Subí y me di una ducha de agua templada. No me sequé el pelo con secador, sino que lo dejé húmedo y sin peinar. No me maquillé. Me puse un vestido suelto en un tono mostaza enfermizo y unas sandalias horrorosas que me hacían parecer patizamba. Quería que mi aspecto, y mi ánimo, me hicieran sentir corriente y poco agraciada para apagar todo atisbo de chispa que pudiera haberse encendido entre Nate y yo. Pero en cuanto coloqué el lienzo en el caballete, sentí que las chispas rebrotaban centelleantes.

Era como si el retrato fuese el propio Nate; como si, sin saber cómo, se hubiera producido una fusión entre la persona y el cuadro. Me besé la yema del dedo y luego la coloqué en la boca pintada.
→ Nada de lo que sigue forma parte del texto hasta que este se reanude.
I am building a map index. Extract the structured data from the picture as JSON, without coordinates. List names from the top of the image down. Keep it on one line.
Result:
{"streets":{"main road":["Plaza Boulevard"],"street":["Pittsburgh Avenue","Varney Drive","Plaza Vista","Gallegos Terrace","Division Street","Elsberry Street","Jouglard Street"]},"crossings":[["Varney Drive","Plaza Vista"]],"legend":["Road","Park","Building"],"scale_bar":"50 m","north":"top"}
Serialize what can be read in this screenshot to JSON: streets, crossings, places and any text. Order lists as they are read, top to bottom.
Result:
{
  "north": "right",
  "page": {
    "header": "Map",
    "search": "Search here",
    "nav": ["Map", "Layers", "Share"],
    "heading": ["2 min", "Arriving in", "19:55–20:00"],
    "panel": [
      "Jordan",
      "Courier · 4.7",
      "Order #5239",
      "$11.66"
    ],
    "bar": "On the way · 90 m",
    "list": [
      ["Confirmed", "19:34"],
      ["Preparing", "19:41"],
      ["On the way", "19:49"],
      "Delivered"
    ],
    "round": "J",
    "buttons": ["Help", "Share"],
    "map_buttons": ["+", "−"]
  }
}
Acaricié la mejilla y después le toqué el pelo. Se me ocurrió que no le daría el retrato a Chloë: lo guardaría para mí, igual que Coya se guardó el retrato de la duquesa de Alba porque se había enamorado de ella y era incapaz de desprenderse de su imagen.

¡Riiiinnng!

Respiré hondo, bajé despacio la escalera y abrí la puerta. Ahí estaba Nate, con vaqueros y un polo en azul pastel; llevaba el jersey verde sobre los hombros. Le dediqué ese tipo de sonrisa neutral que reservaba para el fontanero o el cartero.

—Hola, ¿qué tal?

Él me sonrió con cariño y noté que se me encogía el estómago.

—Estás fantástica —me dijo al entrar.

—No es verdad.

Se quedó cortado.

—Sí lo estás; llevas un vestido… bonito.

—No —protesté—. El color no es nada favorecedor y es totalmente amorfo.

Nate se encogió de hombros, descolocado.

—Entonces, ¿por qué te lo has puesto?

—Porque… —No podía contarle la verdad—. Porque voy a manchármelo de pintura, así que da igual.

—Bueno… Supongo que tiene sentido. —Subimos al espacio luminoso del estudio. Moví las persianas para ajustar la luz, rectifiqué la posición del biombo y me até el delantal. Nate se puso el jersey y se acercó al caballete para mirar el lienzo—. Has adelantado mucho desde la última vez que vine.

—Sí, pero es que casi no nos queda tiempo. De hecho, esta es la penúltima sesión —añadí con voz alegre, como si no me importara que el proceso de creación del retrato estuviera a punto de terminar.

—¿Y la última será el sábado que viene?

Me retorcí el pelo para hacerme un recogido informal.

—El sábado siguiente, si no te importa, porque tengo que ir a Chichester. —Le conté lo del encargo del retrato para las bodas de plata—. Lo necesitan en muy pocos días. Es urgente —añadí muy seria.

Nate sonrió.

—¿Cobras un suplemento por encargos urgentes?

—Sí. Tengo un número disponible las veinticuatro horas del día con un número parecido al ciento doce.

—¿Y pones una luz azul parpadeante en el caballete?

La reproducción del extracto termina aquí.